Antes de instalar, es posible que desee considerar sus opciones para el suelo de un invernadero. Los suelos son la base del invernadero en más de un sentido. Deben permitir un buen drenaje, aislar el invernadero del frío, mantener alejadas las malas hierbas y las plagas, y también deben ser cómodos para usted. ¿Qué utilizar para los suelos de los invernaderos? Bueno, hay muchas opciones disponibles. Siga leyendo para aprender a hacer un suelo para invernadero y sobre el uso de materiales para suelos de invernadero.
Qué utilizar para los suelos de los invernaderos
Hay varias opciones para los materiales de los suelos de los invernaderos. Lo más ideal es un suelo de hormigón vertido, especialmente si está aislado. Un suelo de hormigón es fácil de limpiar y transitar, y si se vierte correctamente, debería drenar el exceso de agua. El hormigón también refleja la luz y retiene el calor durante todo el día.
Sin embargo, el hormigón no es la única opción disponible para el suelo de un invernadero. Dependiendo de su presupuesto y sus consideraciones, hay muchas otras ideas para el suelo de un invernadero, algunas con mejores resultados que otras.
Antes de instalar el suelo, decida qué es lo más importante para usted en cuanto a los materiales para el suelo del invernadero. Considere cuánto tiempo va a pasar en el invernadero y cuánto duran los diferentes materiales para el suelo. El hormigón, por ejemplo, durará muchos años, pero un suelo de mantillo se degradará rápidamente.
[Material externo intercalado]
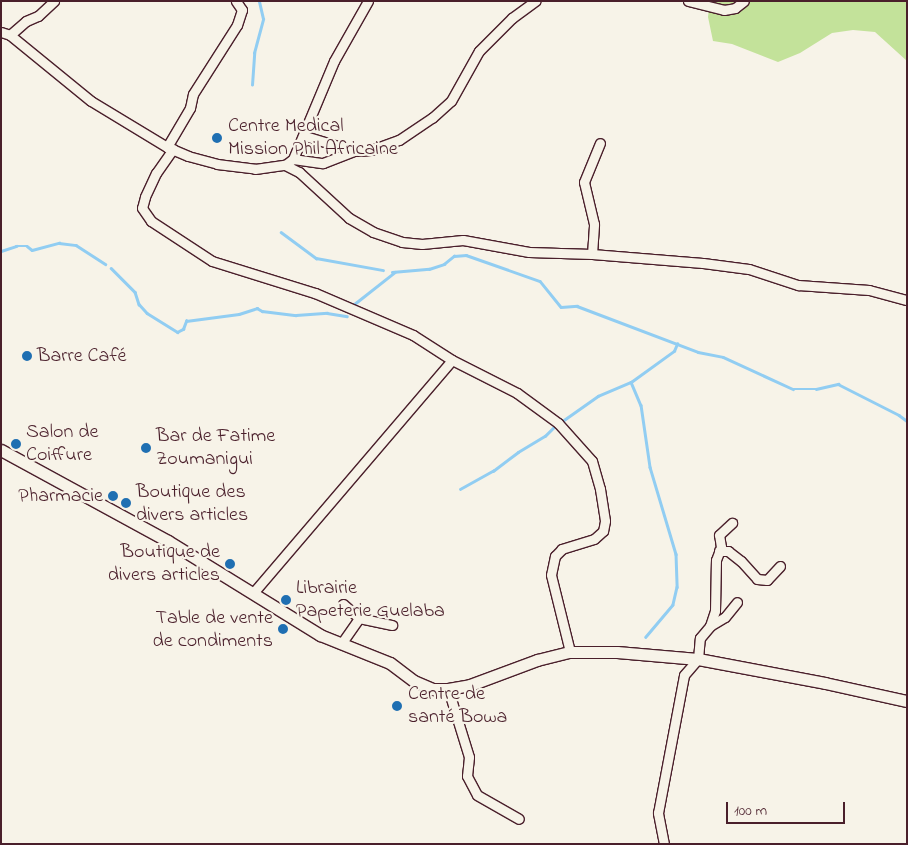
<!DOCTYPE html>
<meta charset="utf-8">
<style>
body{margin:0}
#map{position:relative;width:908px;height:845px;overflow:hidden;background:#f7f3e8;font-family:"Indie Flower",sans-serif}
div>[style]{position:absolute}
.green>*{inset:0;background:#c3e29a}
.stream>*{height:2.5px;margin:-1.25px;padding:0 1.25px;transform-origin:1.25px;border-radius:1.25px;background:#91cdf2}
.roads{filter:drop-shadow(1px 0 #4a1f2b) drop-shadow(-1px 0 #4a1f2b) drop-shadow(0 1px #4a1f2b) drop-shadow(0 -1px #4a1f2b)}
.street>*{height:9px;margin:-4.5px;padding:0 4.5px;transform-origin:4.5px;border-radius:4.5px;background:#f7f3e8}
.secondary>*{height:11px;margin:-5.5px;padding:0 5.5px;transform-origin:5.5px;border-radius:5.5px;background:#f7f3e8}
.dots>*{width:14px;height:14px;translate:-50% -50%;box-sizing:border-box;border:2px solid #f7f3e8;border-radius:50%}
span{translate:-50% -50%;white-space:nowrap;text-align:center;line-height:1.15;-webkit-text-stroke:4.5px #f7f3e8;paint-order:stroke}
.poi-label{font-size:20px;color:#4a1f2b}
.left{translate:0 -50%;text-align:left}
.right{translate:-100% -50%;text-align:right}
.frame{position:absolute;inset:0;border:2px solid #4a1f2b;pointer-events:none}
.scale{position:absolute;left:726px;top:802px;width:119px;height:22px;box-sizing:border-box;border:2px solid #4a1f2b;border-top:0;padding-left:6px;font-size:15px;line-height:18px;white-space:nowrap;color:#4a1f2b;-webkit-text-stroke:4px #f7f3e8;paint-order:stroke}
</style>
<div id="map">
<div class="green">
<i style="clip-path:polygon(710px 1px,907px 1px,907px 61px,875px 32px,853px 30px,832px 33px,800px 53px,778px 62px,732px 44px,713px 41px,708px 17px)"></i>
</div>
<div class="stream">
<i style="left:252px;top:85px;width:32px;rotate:-86deg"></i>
<i style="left:254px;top:53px;width:35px;rotate:-75deg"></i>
<i style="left:263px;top:19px;width:18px;rotate:-103deg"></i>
<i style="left:281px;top:232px;width:44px;rotate:36.6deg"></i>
<i style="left:316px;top:258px;width:68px;rotate:10.2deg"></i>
<i style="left:1px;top:251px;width:16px;rotate:-18deg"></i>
<i style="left:16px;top:246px;width:11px"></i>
<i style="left:27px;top:246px;width:6px;rotate:39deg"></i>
<i style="left:32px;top:250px;width:28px;rotate:-15deg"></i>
<i style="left:59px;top:243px;width:17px;rotate:7deg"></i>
<i style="left:76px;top:245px;width:35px;rotate:33deg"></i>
<i style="left:111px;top:268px;width:34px;rotate:45deg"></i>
<i style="left:135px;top:292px;width:13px;rotate:72deg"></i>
<i style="left:139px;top:304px;width:12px;rotate:48deg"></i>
<i style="left:147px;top:313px;width:36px;rotate:32deg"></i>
<i style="left:177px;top:332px;width:7px;rotate:-27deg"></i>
<i style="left:183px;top:329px;width:9px;rotate:-69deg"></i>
<i style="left:186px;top:321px;width:53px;rotate:-7.5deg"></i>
<i style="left:239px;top:314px;width:19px;rotate:-18deg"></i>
<i style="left:257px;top:308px;width:6px;rotate:31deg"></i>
<i style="left:262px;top:311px;width:34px;rotate:7deg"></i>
<i style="left:296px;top:315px;width:31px;rotate:-4deg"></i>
<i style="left:327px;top:313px;width:20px;rotate:9deg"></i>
<i style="left:392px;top:272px;width:37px;rotate:-5deg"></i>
<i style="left:429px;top:269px;width:16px;rotate:-18deg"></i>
<i style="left:444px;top:264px;width:13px;rotate:-39deg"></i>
<i style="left:454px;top:256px;width:12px;rotate:-5deg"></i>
<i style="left:466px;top:255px;width:78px;rotate:19.4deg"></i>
<i style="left:540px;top:281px;width:33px;rotate:51deg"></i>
<i style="left:561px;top:307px;width:16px;rotate:-4deg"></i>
<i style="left:577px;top:306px;width:129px;rotate:20.8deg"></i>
<i style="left:698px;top:352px;width:25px;rotate:11deg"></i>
<i style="left:723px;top:357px;width:77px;rotate:24.6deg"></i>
<i style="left:793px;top:389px;width:23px"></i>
<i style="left:816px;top:389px;width:23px;rotate:-13deg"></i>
<i style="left:838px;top:384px;width:68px;rotate:26.9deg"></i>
<i style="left:899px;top:415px;width:10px;rotate:37deg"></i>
<i style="left:353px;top:305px;width:53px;rotate:-38.2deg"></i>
<i style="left:631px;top:382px;width:25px;rotate:67deg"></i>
<i style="left:641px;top:405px;width:63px;rotate:81.7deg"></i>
<i style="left:650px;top:467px;width:91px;rotate:73.4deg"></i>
<i style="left:676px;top:554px;width:33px;rotate:88deg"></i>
<i style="left:677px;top:587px;width:18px;rotate:103deg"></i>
<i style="left:673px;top:605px;width:42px;rotate:130.2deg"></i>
<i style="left:561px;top:422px;width:45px;rotate:-35.1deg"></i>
<i style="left:598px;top:396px;width:36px;rotate:-23deg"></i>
<i style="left:631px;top:382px;width:53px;rotate:-35.8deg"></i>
<i style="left:674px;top:351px;width:8px;rotate:-67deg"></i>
<i style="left:460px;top:489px;width:38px;rotate:-29deg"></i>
<i style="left:493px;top:471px;width:31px;rotate:-37deg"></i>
<i style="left:518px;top:452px;width:31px;rotate:-31deg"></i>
<i style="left:545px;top:436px;width:16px;rotate:-45deg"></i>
</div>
<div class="roads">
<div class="street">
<i style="left:688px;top:1px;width:37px;rotate:14deg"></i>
<i style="left:724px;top:10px;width:11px;rotate:-10deg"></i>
<i style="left:735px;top:8px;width:11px;rotate:-38deg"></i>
<i style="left:1px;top:32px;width:9px;rotate:18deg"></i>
<i style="left:10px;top:35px;width:104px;rotate:39.2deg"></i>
<i style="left:91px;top:101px;width:89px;rotate:31.2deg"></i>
<i style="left:167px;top:147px;width:23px;rotate:23deg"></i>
<i style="left:188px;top:156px;width:30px;rotate:15deg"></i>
<i style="left:217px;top:164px;width:38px;rotate:7deg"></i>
<i style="left:255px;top:169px;width:30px;rotate:-8deg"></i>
<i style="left:285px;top:165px;width:10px;rotate:-37deg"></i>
<i style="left:293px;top:159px;width:106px;rotate:-67.3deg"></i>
<i style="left:334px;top:61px;width:69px;rotate:-60.5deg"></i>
<i style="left:10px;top:35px;width:21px;rotate:-41deg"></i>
<i style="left:26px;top:21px;width:13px;rotate:-23deg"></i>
<i style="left:38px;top:16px;width:22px;rotate:-43deg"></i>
<i style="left:305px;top:136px;width:51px;rotate:17deg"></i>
<i style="left:167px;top:147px;width:45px;rotate:-59.5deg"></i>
<i style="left:190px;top:108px;width:14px;rotate:-78deg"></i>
<i style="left:193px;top:94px;width:82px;rotate:-57.5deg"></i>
<i style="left:237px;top:25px;width:16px;rotate:-72deg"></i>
<i style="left:242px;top:10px;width:11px;rotate:-124deg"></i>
<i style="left:173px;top:149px;width:29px;rotate:125deg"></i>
<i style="left:156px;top:173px;width:26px;rotate:115deg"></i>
<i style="left:145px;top:197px;width:11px;rotate:105deg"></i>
<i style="left:142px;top:208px;width:16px;rotate:55deg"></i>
<i style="left:151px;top:221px;width:73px;rotate:33.3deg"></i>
<i style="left:212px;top:261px;width:108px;rotate:17.3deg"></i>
<i style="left:315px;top:293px;width:107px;rotate:23.2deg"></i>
<i style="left:413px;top:335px;width:46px;rotate:32.7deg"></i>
<i style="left:452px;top:360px;width:73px;rotate:26.9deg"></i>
<i style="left:517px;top:393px;width:51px;rotate:36.2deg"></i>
<i style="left:558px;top:423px;width:51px;rotate:48.2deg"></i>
<i style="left:592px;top:461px;width:29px;rotate:74deg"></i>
<i style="left:600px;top:489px;width:32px;rotate:81deg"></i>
<i style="left:605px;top:521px;width:10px;rotate:101deg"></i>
<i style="left:603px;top:531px;width:12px;rotate:138deg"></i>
<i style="left:594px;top:539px;width:34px;rotate:163deg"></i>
<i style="left:562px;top:549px;width:10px;rotate:135deg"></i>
<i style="left:555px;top:556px;width:19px;rotate:102deg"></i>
<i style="left:551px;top:575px;width:79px;rotate:76.1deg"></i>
<i style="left:293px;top:159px;width:30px;rotate:8deg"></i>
<i style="left:323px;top:163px;width:33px;rotate:-21deg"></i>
<i style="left:354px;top:151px;width:17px;rotate:-3deg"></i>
<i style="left:371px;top:150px;width:30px;rotate:-20deg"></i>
<i style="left:399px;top:140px;width:40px;rotate:-34deg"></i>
<i style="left:432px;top:118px;width:25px;rotate:-42deg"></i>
<i style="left:451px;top:101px;width:57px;rotate:-60.8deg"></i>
<i style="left:479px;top:51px;width:47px;rotate:-45deg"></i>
<i style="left:512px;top:18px;width:29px;rotate:-36deg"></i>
<i style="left:285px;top:165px;width:16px;rotate:27deg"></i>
<i style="left:299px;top:172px;width:68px;rotate:42.6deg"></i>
<i style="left:349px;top:218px;width:28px;rotate:30deg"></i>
<i style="left:373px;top:232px;width:31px;rotate:19deg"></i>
<i style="left:402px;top:242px;width:20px;rotate:6deg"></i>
<i style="left:422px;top:244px;width:41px;rotate:-5.6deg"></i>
<i style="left:463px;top:240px;width:67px;rotate:10.3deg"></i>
<i style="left:529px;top:252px;width:63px;rotate:1.8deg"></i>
<i style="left:592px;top:254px;width:111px;rotate:4.6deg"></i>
<i style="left:703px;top:263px;width:46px;rotate:7.4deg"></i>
<i style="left:749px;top:269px;width:52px;rotate:18.1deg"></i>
<i style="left:798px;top:285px;width:71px;rotate:4deg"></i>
<i style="left:869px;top:290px;width:39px;rotate:15deg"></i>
<i style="left:592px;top:254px;width:30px;rotate:-86deg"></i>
<i style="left:594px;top:224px;width:43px;rotate:-103.4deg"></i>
<i style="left:584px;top:182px;width:42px;rotate:-67.7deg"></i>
<i style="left:719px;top:551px;width:9px"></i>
<i style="left:728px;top:551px;width:16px;rotate:38deg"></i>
<i style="left:741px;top:561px;width:24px;rotate:48deg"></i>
<i style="left:757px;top:579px;width:10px;rotate:6deg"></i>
<i style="left:767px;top:580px;width:19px;rotate:-47deg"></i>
<i style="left:253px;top:593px;width:306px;rotate:-49.5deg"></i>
<i style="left:343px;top:604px;width:21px;rotate:41deg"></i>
<i style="left:359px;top:618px;width:34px;rotate:12deg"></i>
<i style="left:710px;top:626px;width:17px;rotate:-31deg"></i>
<i style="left:725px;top:617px;width:19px;rotate:-51deg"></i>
<i style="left:341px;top:644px;width:32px;rotate:-55deg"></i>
<i style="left:448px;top:689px;width:71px;rotate:72.8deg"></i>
<i style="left:469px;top:757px;width:19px;rotate:96deg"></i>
<i style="left:467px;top:776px;width:21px;rotate:62deg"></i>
<i style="left:477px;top:795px;width:48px;rotate:29.7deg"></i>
<i style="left:664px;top:844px;width:32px;rotate:-101deg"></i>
<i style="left:658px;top:813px;width:140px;rotate:-79.3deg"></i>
<i style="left:684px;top:675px;width:21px;rotate:-49deg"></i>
<i style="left:698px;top:659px;width:21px;rotate:-85deg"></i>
<i style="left:700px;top:638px;width:16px;rotate:-50deg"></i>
<i style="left:710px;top:626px;width:16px;rotate:-72deg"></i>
<i style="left:715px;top:611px;width:51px;rotate:-88.9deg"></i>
<i style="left:716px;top:560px;width:14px;rotate:-69deg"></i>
<i style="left:721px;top:547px;width:12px;rotate:-99deg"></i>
<i style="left:719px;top:535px;width:18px;rotate:-43deg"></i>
</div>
<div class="secondary">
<i style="left:1px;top:450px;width:190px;rotate:28.6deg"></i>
<i style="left:168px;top:541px;width:179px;rotate:31.7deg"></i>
<i style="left:320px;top:635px;width:75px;rotate:21.8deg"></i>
<i style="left:390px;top:663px;width:30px;rotate:37deg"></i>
<i style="left:414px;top:681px;width:21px;rotate:23deg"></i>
<i style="left:433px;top:689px;width:15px"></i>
<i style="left:448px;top:689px;width:22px;rotate:-10deg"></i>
<i style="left:470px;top:685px;width:72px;rotate:-20.5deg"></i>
<i style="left:537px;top:660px;width:34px;rotate:-14deg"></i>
<i style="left:570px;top:652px;width:47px"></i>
<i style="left:617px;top:652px;width:81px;rotate:4.9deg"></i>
<i style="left:698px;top:659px;width:129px;rotate:10.7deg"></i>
<i style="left:825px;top:683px;width:84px;rotate:12.4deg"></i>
</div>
</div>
<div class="dots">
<i style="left:217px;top:138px;background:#1f6fb2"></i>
<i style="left:27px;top:356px;background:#1f6fb2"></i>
<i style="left:16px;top:444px;background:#1f6fb2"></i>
<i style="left:146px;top:448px;background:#1f6fb2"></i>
<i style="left:113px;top:496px;background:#1f6fb2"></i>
<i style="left:126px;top:503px;background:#1f6fb2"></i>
<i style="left:230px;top:564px;background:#1f6fb2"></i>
<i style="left:286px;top:600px;background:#1f6fb2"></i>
<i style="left:283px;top:629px;background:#1f6fb2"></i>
<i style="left:397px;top:706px;background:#1f6fb2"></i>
</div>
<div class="poi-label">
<span class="left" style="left:228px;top:138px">Centre Medical<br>Mission Phil Africaine</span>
<span class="left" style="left:37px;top:356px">Barre Café</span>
<span class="left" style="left:26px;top:444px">Salon de<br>Coiffure</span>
<span class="left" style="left:156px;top:448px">Bar de Fatime<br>Zoumanigui</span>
<span class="left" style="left:136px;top:504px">Boutique des<br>divers articles</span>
<span class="right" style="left:103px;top:496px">Pharmacie</span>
<span class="right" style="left:220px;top:564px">Boutique de<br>divers articles</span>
<span class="left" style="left:296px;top:600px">Librairie<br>Papeterie Guelaba</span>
<span class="right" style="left:273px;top:630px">Table de vente<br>de condiments</span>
<span class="left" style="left:408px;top:706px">Centre de<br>santé Bowa</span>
</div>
<div class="frame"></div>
<div class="scale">100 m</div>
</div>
Además, tenga en cuenta su presupuesto.
Aquí tiene algunas ideas para el suelo del invernadero que puede tener en cuenta:
- Los cimientos del invernadero pueden ser de madera y rellenarse con piedra triturada o grava y recubrirse con tela antihierbas. Este suelo tiene un buen drenaje, es fácil de limpiar, fácil de instalar y bastante económico.
- La lava y la roca ornamental son una idea atractiva para el suelo del invernadero. La roca volcánica absorbe el agua y aumenta el nivel de humedad, pero ni la lava ni la roca ornamental son fáciles de limpiar. Son materiales fáciles de utilizar, pero pueden resultar caros.
- El suelo de mantillo es el menos beneficioso de los materiales para suelos de invernaderos. Aunque es barato, no se puede limpiar y, de hecho, alberga bacterias y hongos. Además, se descompone rápidamente.
- Los ladrillos añaden humedad al invernadero. Deben colocarse sobre una capa de arena para mejorar la estabilidad y el drenaje. Del mismo modo, los cimientos de roca deben colocarse sobre una capa de arena. Los suelos de arcilla son otra opción duradera y fácil de pisar.
- Las mallas antihierbas, utilizadas en invernaderos comerciales, son una excelente opción para el suelo de los invernaderos. Drenan bien, mantienen alejadas las malas hierbas y las plagas, y se extienden fácilmente y se fijan con grapas. Las baldosas de vinilo especiales para invernaderos están ganando adeptos debido a su facilidad de limpieza y su excelente drenaje. Se pueden utilizar como camino o colocarse sobre toda la base.
Hay muchos tipos de suelos para invernaderos que son adecuados para esta tarea, siempre que sean fáciles de limpiar y drenen bien. Si decide prescindir de una base de hormigón vertido, instale una malla antihierbas sobre la tierra desnuda o la grava. Si decide poner una base de hormigón, coloque alfombras viejas o alfombrillas de goma en las zonas en las que vaya a trabajar durante largos periodos de tiempo.